Our valued sponsor

How to Avoid CRS - 3 Options as of 2019

@KJK

Bank's report is just a supplement to your self-certification - not more important, but not less either. If you say Country A, but the bank sees a sufficient link to Country B, they will just add a second report destination in benefit of Country B without consulting this matter with you.

Occasional wire payments are not a risk that could introduce a second CRS residency in the eyes of a bank- they a matter of AML compliance.
 
  • Like
Reactions: Osleak and KJK
...Further to KJK's question. (High-risk CRS indica)

Second report destination could be added by the bank if any of the following apply:

1. Phone number in Country B
2. Standing order payment(s) to Country B
3. Frequent payments (very vague term) to Country B

Taking that into account, for day-to-day spending, consider some risk mitigation steps. This is a cheap and efficient option for as long as pooled accounts are out of scope:

1. Stealth account in Country A (non-resident) sends an occasional Wire/SEPA payment to a pooled prepaid debit card account in Country B (non-resident).
2. Using that prepaid debit card account issued by a bank in Country B, spend money in Country C where you are a tax resident

If you think it's good enough to play by existing rules, stop here. If you want more safety, and be a step ahead even for the possible upcoming CRS tightening, add 3 more prepaid card proxy accounts from different providers. If you take that option, you do not need pooled proxy accounts - all proxy accounts can be in your name.

- You do everything as above, except you only use each prepaid debit card for 1-2 months per year to appear as a tourist where you live for the issuing institution. This option with 4 proxy accounts will be viable even after pooled accounts are taken into scope of CRS, even if new monitoring requirements are imposed on card payments to determine residency.

Notes:
- Mobile-only and other fintech banks with no monthly account or card fees are perfect for this use-case
- Take note, you also have one account in Country C where you are a tax resident. You use that account all throughout the year, and you pay income tax on all funds you send to that account. Plausible deniability is important. If you do not pay any income tax, but have a 2019 Mercedes S class in your name, you are begging for problems.
 
  • Like
Reactions: Natasja and KJK
Another thing is UAE residency is not cheap. You need to spend at least $15K(residency fees, cheap rent agreement etc...) per year to get UAE residence or keep your UAE residency active. This setup is enough for the personal bank account but business transactions are not allowed in personal accounts. You need a proper business account and it will cost you min +$10K per year or more.
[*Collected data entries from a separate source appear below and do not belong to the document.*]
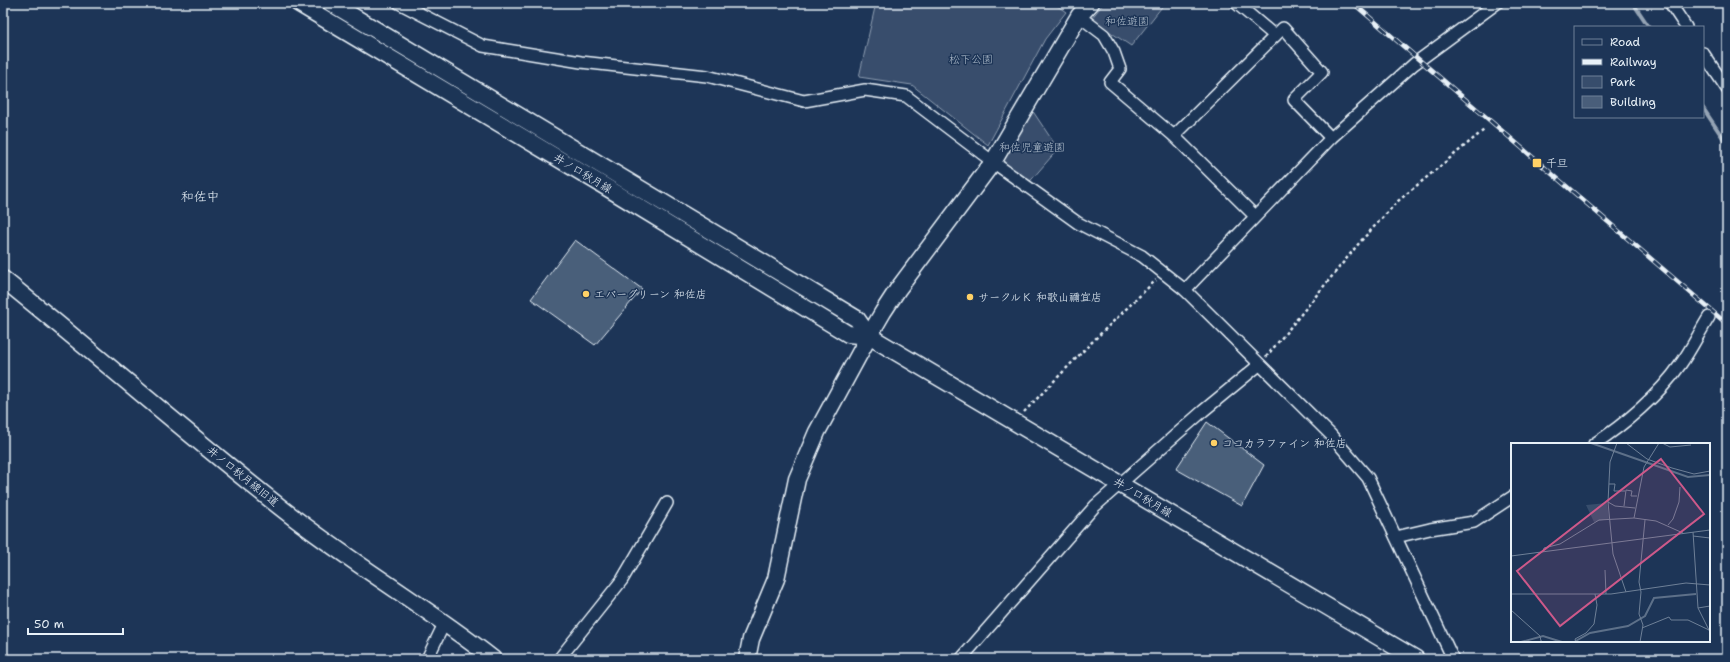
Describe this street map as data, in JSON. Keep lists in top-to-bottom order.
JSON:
{
  "streets": {
    "main road": ["井ノ口秋月線", "井ノ口秋月線旧道"]
  },
  "districts": ["和佐中"],
  "parks": ["和佐遊園", "松下公園", "和佐児童遊園"],
  "places": {
    "transit": ["千旦"],
    "other": ["エバーグリーン 和佐店", "サークルＫ 和歌山禰宜店", "ココカラファイン 和佐店"]
  },
  "legend": [
    "Road",
    "Railway",
    "Park",
    "Building"
  ],
  "scale_bar": "50 m"
}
Can you break that cost down a bit?
 
Can you break that cost down a bit?
The biggest part is the license fee. A proper license will cost $7-8k(in respected FZE area). You can rent a trash studio unit at outside Dubai but it will cost a minimum $2k per year also you need to pay deposit and monthly fee to electric/water administration. Visa cost per person will be around $1k for the standard slow process. You need to buy basic health insurance and pay government fees(depends on the area/license), etc...
 
With business accounts, it's hilariously easy to avoid CRS. It's not even a real challenge. The rule set applicable to businesses is substantially bulkier - which is good because there are more lines of code. And more lines of code means more security vulnerabilities to take advantage of. As an example, one vulnerability business account owners can play with is the active NFE/passive NFE treatment.

@xzars Can you tell me a little bit more about it ?

If I live/reside in EU for example and wanna open busines bank account in UAE( having second residency there) for FZE company where I am 100% owner... and banks asks me for personal bank acc statement on which is my EU address I don't have to worry about CRS? I am not a financial institution just doing 100% legit eTrading. Explain me please these rules because you said its it's hilariously easy to avoid CRS with business accounts.
 
  • Like
Reactions: Tax Cow
Multiple evasion techniques are available for business accounts. The easiest-to-breach vulnerability is in active NFE classification.

As the controlling person of an Active NFE, you're exempt from CRS reporting.
- To qualify, your passive income (dividends, royalties, interest, but also rental income in some scenarios) in a tax year must be less than 50% of total income.
and;
- less than 50% of assets held by the business are generating passive income.

In other words, business must generate most of it's income from active business activities. Then you qualify as an Active NFE.

---
Since mid-2017, one additional check is in place.

- "Effectively untaxed entities" cannot be categorized as "Active NFE" regardless of the above.

The early birds were quick to recognize this vulnerability and they started wrapping their passive investments in Active NFE's.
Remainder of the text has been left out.